» Exercise directions:
Your task is to find every line of the listing that includes "Forest" and copy it.

====================

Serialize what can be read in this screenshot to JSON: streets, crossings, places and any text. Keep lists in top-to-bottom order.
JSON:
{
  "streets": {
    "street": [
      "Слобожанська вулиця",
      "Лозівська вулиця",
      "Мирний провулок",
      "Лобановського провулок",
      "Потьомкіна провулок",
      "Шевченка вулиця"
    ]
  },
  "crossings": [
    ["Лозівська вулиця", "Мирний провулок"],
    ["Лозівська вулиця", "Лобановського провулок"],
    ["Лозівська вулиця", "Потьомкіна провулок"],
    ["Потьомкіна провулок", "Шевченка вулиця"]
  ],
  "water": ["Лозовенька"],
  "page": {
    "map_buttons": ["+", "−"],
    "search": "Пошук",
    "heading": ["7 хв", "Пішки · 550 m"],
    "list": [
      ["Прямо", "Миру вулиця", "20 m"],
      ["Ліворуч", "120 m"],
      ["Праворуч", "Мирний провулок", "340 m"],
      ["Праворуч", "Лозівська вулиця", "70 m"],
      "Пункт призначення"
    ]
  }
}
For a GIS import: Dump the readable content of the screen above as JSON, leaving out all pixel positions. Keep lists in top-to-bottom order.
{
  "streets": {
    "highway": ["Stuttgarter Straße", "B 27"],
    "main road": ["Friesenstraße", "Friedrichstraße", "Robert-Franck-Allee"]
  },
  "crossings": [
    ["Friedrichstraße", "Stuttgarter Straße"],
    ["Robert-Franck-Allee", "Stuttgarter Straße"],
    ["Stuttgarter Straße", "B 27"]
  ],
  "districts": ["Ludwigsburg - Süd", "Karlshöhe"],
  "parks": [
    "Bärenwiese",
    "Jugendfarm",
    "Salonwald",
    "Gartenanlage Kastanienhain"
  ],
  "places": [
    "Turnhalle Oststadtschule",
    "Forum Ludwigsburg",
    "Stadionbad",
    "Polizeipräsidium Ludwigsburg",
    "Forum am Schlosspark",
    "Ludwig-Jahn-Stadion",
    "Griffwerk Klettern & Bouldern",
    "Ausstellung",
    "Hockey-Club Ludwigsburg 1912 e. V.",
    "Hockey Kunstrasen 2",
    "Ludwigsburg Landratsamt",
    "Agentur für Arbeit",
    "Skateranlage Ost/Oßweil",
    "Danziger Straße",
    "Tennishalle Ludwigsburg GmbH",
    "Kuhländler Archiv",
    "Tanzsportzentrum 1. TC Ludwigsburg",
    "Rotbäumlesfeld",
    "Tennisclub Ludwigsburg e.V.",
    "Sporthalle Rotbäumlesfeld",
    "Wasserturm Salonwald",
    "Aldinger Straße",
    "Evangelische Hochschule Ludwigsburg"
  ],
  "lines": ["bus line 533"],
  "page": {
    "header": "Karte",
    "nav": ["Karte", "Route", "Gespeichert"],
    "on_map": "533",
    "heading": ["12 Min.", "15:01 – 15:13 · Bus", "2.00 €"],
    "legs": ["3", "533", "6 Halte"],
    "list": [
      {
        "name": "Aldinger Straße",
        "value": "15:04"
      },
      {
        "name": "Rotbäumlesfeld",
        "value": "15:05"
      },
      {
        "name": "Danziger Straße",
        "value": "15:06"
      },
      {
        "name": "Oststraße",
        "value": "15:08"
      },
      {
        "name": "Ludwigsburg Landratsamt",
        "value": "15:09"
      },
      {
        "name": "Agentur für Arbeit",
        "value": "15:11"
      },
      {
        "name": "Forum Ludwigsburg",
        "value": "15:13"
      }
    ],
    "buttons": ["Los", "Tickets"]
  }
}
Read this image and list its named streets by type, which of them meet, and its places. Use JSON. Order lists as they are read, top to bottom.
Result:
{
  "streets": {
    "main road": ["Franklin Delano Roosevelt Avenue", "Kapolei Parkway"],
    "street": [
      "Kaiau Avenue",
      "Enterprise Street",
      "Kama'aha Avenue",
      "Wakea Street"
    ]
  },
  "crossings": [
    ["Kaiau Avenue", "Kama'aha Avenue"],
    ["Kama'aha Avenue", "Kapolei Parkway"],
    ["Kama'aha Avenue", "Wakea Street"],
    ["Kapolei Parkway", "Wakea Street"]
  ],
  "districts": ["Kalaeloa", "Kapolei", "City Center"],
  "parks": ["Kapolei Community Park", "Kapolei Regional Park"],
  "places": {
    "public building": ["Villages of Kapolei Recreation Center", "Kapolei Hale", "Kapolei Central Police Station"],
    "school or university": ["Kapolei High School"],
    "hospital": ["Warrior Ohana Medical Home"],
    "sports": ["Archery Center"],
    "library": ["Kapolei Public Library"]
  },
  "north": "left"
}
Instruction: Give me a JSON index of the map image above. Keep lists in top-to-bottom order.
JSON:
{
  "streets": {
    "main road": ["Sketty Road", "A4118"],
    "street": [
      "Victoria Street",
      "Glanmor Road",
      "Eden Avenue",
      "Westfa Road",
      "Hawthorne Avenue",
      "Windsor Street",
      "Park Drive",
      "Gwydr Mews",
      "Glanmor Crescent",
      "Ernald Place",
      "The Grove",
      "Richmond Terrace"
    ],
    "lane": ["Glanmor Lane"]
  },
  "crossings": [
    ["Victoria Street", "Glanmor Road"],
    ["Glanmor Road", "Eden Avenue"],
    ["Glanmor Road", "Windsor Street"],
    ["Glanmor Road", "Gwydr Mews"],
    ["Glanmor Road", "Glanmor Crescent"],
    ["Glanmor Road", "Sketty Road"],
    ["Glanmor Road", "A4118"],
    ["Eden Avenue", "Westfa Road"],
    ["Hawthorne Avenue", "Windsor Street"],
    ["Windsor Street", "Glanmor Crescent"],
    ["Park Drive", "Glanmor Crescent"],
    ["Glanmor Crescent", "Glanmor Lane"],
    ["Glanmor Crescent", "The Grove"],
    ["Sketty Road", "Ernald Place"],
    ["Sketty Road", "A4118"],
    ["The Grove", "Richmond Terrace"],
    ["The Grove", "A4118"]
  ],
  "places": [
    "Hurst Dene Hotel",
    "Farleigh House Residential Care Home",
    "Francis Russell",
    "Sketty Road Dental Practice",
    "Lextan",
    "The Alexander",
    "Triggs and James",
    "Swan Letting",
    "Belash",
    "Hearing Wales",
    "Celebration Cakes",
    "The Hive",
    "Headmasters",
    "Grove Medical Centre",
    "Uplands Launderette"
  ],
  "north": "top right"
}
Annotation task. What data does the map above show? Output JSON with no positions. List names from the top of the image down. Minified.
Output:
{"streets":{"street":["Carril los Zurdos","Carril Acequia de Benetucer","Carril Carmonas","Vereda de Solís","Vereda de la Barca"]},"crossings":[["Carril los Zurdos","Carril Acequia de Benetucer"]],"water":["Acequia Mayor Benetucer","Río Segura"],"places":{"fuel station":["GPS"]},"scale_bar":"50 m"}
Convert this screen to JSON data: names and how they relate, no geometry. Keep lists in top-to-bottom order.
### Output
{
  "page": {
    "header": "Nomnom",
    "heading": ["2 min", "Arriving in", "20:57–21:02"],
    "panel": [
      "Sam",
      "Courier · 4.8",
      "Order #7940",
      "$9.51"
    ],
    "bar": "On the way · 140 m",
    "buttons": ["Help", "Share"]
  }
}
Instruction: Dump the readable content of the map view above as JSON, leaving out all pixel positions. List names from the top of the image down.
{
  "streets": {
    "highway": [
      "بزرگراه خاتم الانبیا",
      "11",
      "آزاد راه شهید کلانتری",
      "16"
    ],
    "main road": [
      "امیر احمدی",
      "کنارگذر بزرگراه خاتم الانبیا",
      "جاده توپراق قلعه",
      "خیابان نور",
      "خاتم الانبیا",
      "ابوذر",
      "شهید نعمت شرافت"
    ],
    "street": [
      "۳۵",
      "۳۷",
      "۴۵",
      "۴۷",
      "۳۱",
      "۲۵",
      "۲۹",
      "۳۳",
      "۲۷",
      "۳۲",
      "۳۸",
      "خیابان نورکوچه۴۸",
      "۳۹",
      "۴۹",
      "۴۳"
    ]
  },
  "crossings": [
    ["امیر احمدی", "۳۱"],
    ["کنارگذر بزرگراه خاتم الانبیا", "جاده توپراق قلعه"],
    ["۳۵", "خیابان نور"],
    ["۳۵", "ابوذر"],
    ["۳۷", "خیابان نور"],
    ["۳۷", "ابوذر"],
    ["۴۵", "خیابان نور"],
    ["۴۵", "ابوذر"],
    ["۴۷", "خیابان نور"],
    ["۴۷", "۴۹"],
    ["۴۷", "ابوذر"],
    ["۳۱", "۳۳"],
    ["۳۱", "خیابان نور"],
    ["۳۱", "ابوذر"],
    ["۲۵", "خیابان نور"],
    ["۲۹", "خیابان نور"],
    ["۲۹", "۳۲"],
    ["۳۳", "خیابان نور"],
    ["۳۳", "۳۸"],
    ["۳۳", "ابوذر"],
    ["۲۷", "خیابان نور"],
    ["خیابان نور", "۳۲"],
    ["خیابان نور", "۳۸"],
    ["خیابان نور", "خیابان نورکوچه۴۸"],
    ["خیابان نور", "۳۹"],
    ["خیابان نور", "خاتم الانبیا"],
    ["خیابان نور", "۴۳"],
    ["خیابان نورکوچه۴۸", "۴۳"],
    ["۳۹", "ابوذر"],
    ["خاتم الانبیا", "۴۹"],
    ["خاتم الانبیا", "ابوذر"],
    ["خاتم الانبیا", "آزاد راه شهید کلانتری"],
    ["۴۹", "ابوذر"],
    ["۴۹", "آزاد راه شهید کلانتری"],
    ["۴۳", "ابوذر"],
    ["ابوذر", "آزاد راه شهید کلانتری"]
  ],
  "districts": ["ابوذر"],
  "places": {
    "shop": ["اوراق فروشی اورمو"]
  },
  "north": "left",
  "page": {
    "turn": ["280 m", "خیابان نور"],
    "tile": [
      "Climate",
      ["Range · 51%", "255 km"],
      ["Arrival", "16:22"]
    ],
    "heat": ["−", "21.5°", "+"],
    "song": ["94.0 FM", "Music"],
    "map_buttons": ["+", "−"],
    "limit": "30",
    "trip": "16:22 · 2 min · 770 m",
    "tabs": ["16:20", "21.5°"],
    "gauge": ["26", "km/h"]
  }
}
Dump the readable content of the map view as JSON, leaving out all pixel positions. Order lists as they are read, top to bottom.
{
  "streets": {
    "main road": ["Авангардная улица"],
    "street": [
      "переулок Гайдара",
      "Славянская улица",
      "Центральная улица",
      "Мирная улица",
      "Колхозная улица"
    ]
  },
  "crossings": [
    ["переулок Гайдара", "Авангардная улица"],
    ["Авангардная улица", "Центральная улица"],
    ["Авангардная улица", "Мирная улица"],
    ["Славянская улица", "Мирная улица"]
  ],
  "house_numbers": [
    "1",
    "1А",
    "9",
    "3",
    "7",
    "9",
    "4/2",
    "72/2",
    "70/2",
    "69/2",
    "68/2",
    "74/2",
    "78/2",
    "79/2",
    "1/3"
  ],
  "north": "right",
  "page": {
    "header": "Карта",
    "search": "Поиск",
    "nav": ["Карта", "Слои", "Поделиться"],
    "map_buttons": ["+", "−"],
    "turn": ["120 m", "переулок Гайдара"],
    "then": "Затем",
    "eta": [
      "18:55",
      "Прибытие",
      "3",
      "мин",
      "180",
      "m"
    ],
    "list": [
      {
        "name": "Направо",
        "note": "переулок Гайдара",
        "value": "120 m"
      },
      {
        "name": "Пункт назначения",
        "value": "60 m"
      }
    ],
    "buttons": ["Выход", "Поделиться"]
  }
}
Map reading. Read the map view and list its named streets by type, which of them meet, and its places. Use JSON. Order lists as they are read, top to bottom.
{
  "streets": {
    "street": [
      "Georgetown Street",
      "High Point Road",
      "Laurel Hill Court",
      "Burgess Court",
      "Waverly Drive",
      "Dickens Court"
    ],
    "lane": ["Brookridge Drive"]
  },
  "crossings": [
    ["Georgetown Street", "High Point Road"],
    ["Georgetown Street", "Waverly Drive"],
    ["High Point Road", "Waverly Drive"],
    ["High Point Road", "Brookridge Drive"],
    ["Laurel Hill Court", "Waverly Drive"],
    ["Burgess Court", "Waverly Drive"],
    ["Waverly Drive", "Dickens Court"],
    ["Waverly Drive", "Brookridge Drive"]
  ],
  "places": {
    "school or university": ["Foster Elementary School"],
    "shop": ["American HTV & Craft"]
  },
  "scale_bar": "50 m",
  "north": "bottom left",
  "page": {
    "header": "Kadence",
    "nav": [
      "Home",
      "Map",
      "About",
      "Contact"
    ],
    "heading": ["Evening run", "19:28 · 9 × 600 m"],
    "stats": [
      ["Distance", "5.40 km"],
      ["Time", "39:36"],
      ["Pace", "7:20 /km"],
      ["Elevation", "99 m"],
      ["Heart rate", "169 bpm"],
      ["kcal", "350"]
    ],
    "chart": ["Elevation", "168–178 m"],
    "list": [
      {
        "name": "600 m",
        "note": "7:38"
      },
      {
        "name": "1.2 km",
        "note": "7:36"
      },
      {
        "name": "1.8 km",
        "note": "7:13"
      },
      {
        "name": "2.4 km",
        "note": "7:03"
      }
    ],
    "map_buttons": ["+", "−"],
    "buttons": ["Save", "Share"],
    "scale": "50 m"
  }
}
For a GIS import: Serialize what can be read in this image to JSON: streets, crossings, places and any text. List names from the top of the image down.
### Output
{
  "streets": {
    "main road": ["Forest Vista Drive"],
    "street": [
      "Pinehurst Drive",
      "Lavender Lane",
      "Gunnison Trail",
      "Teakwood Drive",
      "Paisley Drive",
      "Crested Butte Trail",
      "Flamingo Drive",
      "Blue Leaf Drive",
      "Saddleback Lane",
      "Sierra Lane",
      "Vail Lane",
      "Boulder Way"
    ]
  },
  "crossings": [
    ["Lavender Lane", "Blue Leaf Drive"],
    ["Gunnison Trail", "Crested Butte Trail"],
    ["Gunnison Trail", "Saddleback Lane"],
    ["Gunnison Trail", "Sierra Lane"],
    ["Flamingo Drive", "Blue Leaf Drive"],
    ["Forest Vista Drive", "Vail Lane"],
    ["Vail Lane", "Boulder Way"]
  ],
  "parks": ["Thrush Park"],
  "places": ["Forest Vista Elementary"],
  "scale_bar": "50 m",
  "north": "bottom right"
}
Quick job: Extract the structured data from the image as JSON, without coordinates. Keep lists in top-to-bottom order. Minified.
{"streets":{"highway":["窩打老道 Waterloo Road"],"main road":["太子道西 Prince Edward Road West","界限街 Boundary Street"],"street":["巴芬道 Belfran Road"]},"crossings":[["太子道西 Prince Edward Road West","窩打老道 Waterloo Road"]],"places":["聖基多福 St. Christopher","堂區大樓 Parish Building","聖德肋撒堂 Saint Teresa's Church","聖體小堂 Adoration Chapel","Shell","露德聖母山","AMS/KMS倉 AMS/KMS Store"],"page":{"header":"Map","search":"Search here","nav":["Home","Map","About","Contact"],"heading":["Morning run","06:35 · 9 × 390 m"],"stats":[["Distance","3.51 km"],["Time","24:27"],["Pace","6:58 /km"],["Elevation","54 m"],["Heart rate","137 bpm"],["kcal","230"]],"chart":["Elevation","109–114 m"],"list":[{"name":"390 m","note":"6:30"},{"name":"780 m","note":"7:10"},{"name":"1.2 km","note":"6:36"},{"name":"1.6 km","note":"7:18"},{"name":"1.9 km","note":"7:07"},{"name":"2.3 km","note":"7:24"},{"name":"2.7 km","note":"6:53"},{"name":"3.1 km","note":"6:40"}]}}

====================

» Solution to the exercise:
    "main road": ["Forest Vista Drive"],
    ["Forest Vista Drive", "Vail Lane"],
  "places": ["Forest Vista Elementary"],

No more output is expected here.